Compare strings with characters like "šđčćž"



  • Hi all,

    what is the best way to compare two strings that contains characters like "šđčćž"?

    Tnx,
    Zgembo



  • Like for equality?:

        QString str1("šđčćž");
        QString str2("šđčćž");
        QString str3("sdccz");
    
        qInfo() << bool(str1 == str2);
        qInfo() << bool(str1 == str3);
    


  • @fcarney Tnx for suggestion, but it does not work in my case.



  • @Zgembo said in Compare strings with characters like "šđčćž":

    does not work in my case

    Then show us the case that it does not work with some code? My crystal ball is busted today.



  • @Zgembo I think the best is to use QString::localeAwareCompare()



  • @fcarney
    This is the part of the code that I use and it does not work.

    for (int i = 0; i < data->rowCount(); i++) {
    		record = data->record(i);
    		courseName = record.value("naziv").toString();
    		if (bool(courseName == QString("Uvod u informacione sisteme")))
    			uisEnrolled.append(record.value("broj").toInt());
    		else if (bool(courseName == QString("Tehnologije i sistemi za podršku korisnicima")))
    			tiszpEnrolled.append(record.value("broj").toInt());
    		else if(bool(courseName == QString("Računovodstveni informacioni sistemi").toUtf8()))
    			risEnrolled.append(record.value("broj").toInt());
    	}
    

    First if clause works because it does not have any special characters. The second and third do not work. Data is read from the database.


  • Qt Champions 2018

    @Zgembo said in Compare strings with characters like "šđčćž":

    if (bool(courseName == QString("Uvod u informacione sisteme")))

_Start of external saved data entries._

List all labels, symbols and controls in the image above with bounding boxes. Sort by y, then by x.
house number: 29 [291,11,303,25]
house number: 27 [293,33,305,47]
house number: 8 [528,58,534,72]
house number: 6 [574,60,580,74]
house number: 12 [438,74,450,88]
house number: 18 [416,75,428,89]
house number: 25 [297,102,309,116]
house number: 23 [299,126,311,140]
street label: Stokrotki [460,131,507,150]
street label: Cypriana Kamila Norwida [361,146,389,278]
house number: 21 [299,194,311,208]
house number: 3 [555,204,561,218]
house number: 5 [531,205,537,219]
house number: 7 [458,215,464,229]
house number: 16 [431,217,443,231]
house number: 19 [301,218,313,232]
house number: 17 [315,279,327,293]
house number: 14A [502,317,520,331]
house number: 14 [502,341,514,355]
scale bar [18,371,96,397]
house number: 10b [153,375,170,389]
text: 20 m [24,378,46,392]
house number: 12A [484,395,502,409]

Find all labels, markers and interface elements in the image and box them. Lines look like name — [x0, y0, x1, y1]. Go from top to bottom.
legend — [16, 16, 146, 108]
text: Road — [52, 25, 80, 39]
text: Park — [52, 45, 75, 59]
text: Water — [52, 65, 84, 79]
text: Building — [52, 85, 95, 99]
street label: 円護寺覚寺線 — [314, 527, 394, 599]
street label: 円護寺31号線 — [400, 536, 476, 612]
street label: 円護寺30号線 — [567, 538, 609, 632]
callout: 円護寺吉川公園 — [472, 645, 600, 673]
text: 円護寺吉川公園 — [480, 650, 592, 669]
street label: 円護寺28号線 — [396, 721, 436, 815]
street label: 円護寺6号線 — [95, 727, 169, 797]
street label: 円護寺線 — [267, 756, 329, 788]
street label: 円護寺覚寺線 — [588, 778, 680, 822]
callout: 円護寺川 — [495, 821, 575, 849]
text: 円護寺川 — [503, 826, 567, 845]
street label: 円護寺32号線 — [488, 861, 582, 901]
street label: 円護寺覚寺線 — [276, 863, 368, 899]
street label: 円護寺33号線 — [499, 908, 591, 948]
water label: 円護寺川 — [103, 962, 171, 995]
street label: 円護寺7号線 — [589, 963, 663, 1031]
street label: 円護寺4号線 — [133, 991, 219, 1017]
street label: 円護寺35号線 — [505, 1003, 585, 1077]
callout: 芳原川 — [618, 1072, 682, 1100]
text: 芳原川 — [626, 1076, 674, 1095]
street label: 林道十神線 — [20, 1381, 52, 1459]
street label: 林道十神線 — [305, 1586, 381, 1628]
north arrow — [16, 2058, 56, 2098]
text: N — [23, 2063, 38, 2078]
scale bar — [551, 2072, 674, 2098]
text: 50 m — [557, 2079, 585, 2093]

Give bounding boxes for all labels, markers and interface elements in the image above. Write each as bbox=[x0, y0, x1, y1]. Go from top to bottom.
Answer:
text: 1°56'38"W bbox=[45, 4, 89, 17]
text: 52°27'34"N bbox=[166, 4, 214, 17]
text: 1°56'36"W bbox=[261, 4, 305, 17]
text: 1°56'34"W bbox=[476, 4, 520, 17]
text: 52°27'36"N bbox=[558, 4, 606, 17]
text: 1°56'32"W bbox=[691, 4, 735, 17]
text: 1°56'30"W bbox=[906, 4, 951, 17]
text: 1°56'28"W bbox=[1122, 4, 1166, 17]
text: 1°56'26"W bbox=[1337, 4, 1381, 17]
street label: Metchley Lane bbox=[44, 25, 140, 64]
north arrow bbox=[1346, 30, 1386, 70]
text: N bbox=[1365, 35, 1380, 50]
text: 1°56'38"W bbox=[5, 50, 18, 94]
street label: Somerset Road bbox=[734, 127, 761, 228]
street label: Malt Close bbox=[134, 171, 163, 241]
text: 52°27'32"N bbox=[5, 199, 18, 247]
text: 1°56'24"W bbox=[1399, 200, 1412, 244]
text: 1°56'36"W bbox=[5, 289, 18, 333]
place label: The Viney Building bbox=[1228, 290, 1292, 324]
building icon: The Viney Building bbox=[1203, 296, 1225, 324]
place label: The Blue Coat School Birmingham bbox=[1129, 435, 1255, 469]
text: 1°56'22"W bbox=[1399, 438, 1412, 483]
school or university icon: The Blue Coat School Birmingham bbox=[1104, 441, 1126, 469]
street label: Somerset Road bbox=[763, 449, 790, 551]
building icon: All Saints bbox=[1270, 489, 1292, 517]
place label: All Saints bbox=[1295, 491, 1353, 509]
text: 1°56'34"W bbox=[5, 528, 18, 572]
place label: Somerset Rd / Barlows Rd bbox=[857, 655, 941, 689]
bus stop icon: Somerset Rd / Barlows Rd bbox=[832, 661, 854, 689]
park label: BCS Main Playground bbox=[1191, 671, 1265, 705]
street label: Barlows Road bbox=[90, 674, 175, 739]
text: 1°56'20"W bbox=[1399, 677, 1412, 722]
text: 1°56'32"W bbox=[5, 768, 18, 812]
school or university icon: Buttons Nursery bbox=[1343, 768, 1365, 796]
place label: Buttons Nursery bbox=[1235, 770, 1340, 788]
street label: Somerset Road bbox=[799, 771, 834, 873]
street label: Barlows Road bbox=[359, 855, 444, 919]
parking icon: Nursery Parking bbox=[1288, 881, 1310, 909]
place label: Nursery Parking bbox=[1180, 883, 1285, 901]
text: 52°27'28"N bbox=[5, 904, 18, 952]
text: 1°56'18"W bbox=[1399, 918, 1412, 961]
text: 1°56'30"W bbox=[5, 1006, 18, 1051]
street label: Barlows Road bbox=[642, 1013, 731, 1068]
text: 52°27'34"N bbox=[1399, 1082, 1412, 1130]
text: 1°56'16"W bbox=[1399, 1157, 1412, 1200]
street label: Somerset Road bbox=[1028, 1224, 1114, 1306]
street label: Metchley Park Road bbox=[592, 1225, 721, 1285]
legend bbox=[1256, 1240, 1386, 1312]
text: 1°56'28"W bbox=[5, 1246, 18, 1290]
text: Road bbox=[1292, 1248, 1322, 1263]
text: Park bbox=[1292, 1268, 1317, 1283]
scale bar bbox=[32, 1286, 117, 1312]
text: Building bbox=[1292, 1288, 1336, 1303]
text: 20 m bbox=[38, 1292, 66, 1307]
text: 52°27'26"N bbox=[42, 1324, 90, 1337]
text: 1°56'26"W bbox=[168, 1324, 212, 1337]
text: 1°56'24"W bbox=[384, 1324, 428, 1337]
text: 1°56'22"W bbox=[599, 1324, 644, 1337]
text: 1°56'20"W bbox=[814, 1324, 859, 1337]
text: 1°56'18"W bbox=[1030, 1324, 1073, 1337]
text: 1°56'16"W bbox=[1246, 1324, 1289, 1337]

    Why do you cast a bool to a bool?!

    Did you check whether courseName contains correct string?



  • @Zgembo Can you try this

    for (int i = 0; i < data->rowCount(); i++) {
    		record = data->record(i);
    		courseName = record.value("naziv").toString();
    		if (courseName.localeAwareCompare(QStringLiteral("Uvod u informacione sisteme")) == 0)
    			uisEnrolled.append(record.value("broj").toInt());
    		else if (courseName.localeAwareCompare(QStringLiteral("Tehnologije i sistemi za podršku korisnicima")) == 0)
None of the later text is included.